Mike Hager is one of many in Guelph who has a plot at a community garden.
"It really clears the mind," he says.
Hager also grows his own vegetables to save money.
"There are some really interesting heirloom varieties that you can grow yourself, and would probably cost a pretty penny at the store," he said. "It's nice to be able to grow some food that can supplement what you are purchasing at the store."
According to a 2020 study by Dalhousie University's Agri-Food Analytics Lab, 50 per cent of respondents grew some sort of fruit or vegetable at home. Of those, 17 per cent said they started because of the pandemic.
Janet Music at Dalhousie University said a lot of Canadians turned to gardening out of a misplaced fear of the supply chain and the unknown.

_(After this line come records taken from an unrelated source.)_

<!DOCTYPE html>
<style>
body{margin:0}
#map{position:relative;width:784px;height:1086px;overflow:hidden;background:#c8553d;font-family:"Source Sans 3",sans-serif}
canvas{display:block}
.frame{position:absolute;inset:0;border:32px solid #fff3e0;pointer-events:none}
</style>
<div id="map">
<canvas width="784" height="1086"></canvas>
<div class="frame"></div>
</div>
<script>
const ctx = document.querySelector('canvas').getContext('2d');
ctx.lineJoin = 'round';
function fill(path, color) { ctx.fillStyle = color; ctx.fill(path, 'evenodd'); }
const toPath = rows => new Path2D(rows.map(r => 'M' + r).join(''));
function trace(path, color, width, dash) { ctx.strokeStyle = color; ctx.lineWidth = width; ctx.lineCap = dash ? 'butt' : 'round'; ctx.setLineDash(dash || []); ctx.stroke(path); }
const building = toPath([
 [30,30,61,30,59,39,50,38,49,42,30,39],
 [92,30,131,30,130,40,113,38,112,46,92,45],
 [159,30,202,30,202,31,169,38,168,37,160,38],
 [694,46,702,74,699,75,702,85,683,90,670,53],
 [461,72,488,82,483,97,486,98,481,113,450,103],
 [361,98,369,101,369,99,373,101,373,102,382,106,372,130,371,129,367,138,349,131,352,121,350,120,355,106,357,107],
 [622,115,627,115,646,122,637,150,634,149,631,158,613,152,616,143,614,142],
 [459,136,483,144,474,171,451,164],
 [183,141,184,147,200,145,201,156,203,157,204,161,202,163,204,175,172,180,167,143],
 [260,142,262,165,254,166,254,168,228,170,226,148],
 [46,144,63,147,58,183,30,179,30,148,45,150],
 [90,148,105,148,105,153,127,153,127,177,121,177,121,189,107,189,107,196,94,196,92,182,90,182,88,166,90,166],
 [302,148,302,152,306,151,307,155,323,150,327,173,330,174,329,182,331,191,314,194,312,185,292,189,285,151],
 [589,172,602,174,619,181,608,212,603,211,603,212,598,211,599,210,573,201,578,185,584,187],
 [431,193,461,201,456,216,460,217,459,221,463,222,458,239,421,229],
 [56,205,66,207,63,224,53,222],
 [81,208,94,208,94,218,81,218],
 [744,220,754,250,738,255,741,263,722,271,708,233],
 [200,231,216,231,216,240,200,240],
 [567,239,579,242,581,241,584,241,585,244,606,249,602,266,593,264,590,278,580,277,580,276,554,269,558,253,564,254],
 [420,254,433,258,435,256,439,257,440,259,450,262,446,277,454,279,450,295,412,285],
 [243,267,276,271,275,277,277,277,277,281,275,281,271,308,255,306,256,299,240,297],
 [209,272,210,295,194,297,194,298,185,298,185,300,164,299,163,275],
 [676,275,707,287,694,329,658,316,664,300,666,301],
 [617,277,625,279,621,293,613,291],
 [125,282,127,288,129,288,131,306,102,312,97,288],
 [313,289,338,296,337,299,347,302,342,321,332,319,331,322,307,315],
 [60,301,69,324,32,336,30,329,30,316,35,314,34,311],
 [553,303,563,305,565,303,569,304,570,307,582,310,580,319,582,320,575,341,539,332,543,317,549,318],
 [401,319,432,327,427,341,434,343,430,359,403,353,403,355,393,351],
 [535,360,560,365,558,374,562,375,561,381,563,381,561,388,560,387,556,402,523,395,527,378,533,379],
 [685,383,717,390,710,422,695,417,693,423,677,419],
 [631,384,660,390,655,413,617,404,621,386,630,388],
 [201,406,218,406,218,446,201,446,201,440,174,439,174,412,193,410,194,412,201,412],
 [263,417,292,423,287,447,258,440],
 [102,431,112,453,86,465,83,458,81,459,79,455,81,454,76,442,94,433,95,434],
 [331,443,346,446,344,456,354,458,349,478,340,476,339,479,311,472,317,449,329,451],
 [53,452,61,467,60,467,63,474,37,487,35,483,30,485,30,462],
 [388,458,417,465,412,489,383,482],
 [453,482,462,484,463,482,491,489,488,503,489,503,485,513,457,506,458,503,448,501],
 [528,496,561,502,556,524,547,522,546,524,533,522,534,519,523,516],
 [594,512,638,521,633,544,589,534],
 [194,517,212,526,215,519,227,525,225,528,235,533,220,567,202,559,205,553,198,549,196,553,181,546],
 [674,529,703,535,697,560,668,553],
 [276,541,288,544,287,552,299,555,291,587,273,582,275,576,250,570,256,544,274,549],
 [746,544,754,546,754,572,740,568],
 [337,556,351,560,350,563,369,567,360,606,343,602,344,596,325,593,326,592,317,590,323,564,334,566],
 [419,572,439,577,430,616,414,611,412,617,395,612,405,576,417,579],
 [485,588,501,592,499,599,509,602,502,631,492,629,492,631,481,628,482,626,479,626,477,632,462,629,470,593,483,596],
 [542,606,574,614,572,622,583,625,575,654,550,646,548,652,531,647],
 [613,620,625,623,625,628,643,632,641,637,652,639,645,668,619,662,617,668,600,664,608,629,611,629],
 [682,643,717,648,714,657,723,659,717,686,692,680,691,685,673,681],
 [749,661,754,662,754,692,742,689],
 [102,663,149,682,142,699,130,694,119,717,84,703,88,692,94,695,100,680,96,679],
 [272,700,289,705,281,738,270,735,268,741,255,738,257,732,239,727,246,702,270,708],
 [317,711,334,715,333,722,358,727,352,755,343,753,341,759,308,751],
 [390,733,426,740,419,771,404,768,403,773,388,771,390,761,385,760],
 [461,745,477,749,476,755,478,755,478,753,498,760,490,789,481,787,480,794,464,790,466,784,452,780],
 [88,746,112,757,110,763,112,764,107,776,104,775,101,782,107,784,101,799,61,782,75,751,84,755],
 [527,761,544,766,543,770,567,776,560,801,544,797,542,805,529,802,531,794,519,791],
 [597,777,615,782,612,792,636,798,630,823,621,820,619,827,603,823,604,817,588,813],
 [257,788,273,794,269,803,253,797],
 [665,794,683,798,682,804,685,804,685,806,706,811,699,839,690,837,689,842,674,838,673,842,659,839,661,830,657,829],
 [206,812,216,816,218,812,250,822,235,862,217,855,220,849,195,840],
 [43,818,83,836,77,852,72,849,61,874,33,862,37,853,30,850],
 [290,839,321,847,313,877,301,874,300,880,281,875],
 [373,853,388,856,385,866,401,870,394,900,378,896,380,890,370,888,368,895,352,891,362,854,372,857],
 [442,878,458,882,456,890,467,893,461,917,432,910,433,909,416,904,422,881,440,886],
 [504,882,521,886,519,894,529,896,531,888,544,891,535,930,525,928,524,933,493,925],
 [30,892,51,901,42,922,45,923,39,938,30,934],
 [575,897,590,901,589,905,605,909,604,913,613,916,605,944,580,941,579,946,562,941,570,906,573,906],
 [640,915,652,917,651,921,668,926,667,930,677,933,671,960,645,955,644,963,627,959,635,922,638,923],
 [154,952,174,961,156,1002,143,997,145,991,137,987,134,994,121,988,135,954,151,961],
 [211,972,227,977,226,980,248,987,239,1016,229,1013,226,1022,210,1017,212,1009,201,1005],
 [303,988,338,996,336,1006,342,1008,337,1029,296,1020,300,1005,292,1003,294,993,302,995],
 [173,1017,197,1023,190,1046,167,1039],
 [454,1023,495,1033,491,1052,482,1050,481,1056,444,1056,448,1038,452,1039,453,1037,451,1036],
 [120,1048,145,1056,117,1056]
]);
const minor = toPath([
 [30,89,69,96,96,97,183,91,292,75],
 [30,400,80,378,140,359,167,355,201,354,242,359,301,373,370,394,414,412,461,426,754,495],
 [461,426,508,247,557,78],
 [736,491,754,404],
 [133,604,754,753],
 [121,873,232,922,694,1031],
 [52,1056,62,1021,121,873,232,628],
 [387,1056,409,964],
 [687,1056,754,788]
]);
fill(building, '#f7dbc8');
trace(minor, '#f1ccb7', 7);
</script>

"Would it collapse? Would we run out of food? It was kind of a way to take back control of their food source," said Music.
GARDENING WITH GROCERY BILL IN MIND
Fast forward to 2022 and the most recent study found that 41 per cent of respondents are growing food due to rising costs at the grocery store.

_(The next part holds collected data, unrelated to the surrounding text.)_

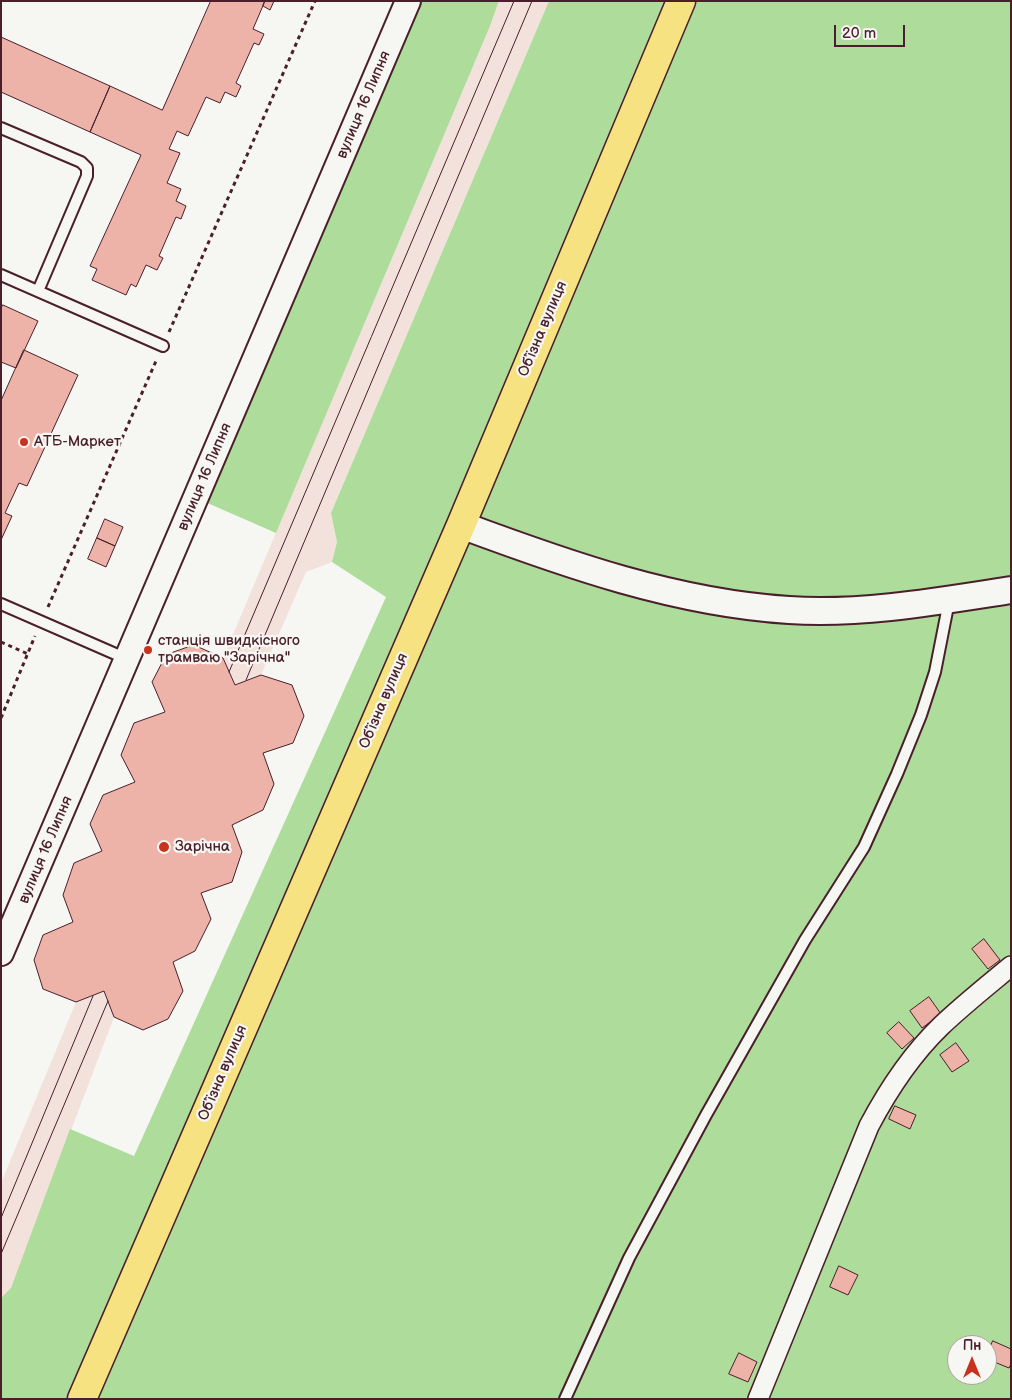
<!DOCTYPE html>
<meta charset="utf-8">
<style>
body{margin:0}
#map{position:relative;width:1012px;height:1400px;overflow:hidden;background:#f6f6f2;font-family:"Balsamiq Sans",sans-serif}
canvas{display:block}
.frame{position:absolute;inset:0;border:2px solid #4a1f2b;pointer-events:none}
.north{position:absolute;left:947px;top:1335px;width:50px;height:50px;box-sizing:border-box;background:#f6f6f2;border:1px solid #b1a0a2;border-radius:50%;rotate:0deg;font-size:14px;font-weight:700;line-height:20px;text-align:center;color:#4a1f2b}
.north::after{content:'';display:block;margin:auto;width:18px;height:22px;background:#c8321e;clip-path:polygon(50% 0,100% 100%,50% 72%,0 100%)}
.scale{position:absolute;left:834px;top:25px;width:71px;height:22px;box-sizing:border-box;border:2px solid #4a1f2b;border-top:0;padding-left:6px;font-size:15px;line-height:18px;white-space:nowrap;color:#4a1f2b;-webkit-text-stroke:4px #f6f6f2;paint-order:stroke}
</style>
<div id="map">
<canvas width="1012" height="1400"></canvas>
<div class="frame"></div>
<div class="north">Пн</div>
<div class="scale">20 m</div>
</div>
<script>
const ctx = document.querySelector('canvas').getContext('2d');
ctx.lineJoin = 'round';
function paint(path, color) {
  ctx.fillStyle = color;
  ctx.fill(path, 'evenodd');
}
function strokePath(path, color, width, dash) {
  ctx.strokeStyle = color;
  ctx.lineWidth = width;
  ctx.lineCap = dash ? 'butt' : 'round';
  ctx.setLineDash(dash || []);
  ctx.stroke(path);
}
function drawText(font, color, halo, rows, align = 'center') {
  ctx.font = font + ' "Balsamiq Sans",sans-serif';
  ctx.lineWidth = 4.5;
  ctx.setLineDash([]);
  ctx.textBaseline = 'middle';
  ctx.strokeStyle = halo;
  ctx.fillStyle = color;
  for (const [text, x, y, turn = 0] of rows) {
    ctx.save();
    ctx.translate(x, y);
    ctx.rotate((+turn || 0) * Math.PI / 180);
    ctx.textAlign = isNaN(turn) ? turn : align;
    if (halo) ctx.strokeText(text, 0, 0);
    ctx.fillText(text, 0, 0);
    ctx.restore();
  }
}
const built = new Path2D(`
 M499 1H549L331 513 337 542 332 562 306 572 261 675 235 685 223 658 490 26Z
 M104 991 114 1017 11 1289 1 1298V1183L76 1002Z`);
const green = new Path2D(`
 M408 1H499L490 26 276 533 196 498Z
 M549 1H1011V1399H1V1298L11 1288 70 1129 134 1156 386 597 332 562 337 542 331 513ZM957 1345H987V1375H957Z`);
const building = new Path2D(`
 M211 1H265L253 29 264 34 259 45 254 43 236 83 241 86 236 97 225 92 220 103 206 97 188 136 177 131 169 149 180 153 167 183 181 189 176 201 186 206 181 219 176 217 159 256 163 258 157 270 146 265 136 287 131 284 126 295 92 280 97 269 90 266 141 155 90 132 110 86 162 110Z
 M265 1H274L270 10 263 6Z
 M1 37 110 86 90 132 1 92Z
 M3 305 38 321 16 368 1 362V309Z
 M24 350 78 375 27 486 19 483 5 513 12 516 1 540V401Z
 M105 519 123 527 115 546 97 538Z
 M97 538 115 546 106 567 88 559Z
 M194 645 223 658 235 685 261 675 292 685 304 716 293 743 263 753 274 784 263 810 232 825 242 852 232 882 201 893 211 919 195 951 173 962 183 991 168 1019 143 1030 114 1017 104 991 76 1002 43 989 34 960 43 935 73 922 63 895 74 863 102 851 90 824 103 795 135 782 121 755 134 723 165 712 152 682 166 655Z
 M984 939 1000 960 988 969 972 949Z
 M929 997 941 1014 922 1028 910 1011Z
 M899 1022 914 1038 902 1049 887 1033Z
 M956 1043 969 1061 952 1072 940 1055Z
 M895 1106 916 1115 910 1129 889 1119Z
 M839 1266 858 1275 848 1295 830 1287Z
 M993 1341 1011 1349V1364L1009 1368 987 1359V1354Z
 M739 1353 757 1362 748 1382 729 1374Z`);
const path = new Path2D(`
 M169 332 315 1
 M48 607 156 361
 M1 642 28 654
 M1 718 35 636`);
const service = new Path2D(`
 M1 128 81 162 87 168V176L38 291
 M1 275 163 346
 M1 604 127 659
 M565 1399 629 1258 706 1115 805 940 864 847 897 774 921 715 935 672 949 601`);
const minor = new Path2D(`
 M758 1399 869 1126C888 1090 911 1055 941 1026 963 1005 987 986 1011 966`);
const tertiary = new Path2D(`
 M1 953 408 1`);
const secondary = new Path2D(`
 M461 525C566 564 676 603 789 610 861 615 940 601 1011 590`);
const primary = new Path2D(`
 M82 1399 461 525 681 1`);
const tram = new Path2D(`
 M229 672 514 1
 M246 680 532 1
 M1 1218 93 996
 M1 1254 108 1001`);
const markers = [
 [24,442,5,"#c8321e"],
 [148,650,5,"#c8321e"],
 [164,847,6,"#c8321e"]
];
const streetNames = [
 ["вулиця 16 Липня",364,105,-67],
 ["Обʼїзна вулиця",543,329,-67],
 ["вулиця 16 Липня",205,477,-67],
 ["Обʼїзна вулиця",384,701,-67],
 ["вулиця 16 Липня",46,850,-67],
 ["Обʼїзна вулиця",223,1073,-67]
];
const poiNames = [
 ["АТБ-Маркет",34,442],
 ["станція швидкісного",158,641],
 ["трамваю \"Зарічна\"",158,658],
 ["Зарічна",175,847]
];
paint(built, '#f3e2dc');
paint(green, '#addc9b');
paint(building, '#edb3a8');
strokePath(building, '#4a1f2b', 1);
strokePath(service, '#4a1f2b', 14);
strokePath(minor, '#4a1f2b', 22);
strokePath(tertiary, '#4a1f2b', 28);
strokePath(secondary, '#4a1f2b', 30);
strokePath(primary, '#4a1f2b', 31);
strokePath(path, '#4a1f2b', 3, [4, 4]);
strokePath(service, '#f6f6f2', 10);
strokePath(minor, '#f6f6f2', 19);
strokePath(tertiary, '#f6f6f2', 24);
strokePath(secondary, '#f6f6f2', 26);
strokePath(primary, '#f7e281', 28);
strokePath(tram, '#4a1f2b', 1);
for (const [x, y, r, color] of markers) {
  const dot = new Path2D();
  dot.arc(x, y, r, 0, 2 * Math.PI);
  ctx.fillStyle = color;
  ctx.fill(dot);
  strokePath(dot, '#f6f6f2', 2);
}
drawText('15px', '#4a1f2b', '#f6f6f2', streetNames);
drawText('15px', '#4a1f2b', '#f6f6f2', poiNames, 'left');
</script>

"Are you going to save money by growing food in the garden," asked Music. "It's difficult to say."
At the University of Guelph, staff at the arboretum are teaching vegetable gardening 101. The program started during the pandemic and has been very popular.
"I personally have a lot of friends that took that," said Caelum Wishart, the head gardener at the University of Guelph's arboretum. "People get a lot of accomplishment when they grow their own vegetables they can eat and I think it tastes better than a lot of the grocery store stuff you get."
However it's important to remember that a good green thumb can take a little while to develop.
"Two, three, four seasons in, you've got enough know-how to kind of supplement your monthly or weekly grocery bill with food from the garden."
"We do have some people where this is their main support system for their diet," said Emily Shabsoye, a coordinator for Guelph's community garden. "It's great to see that we all have a passion and we can all just garden together like that."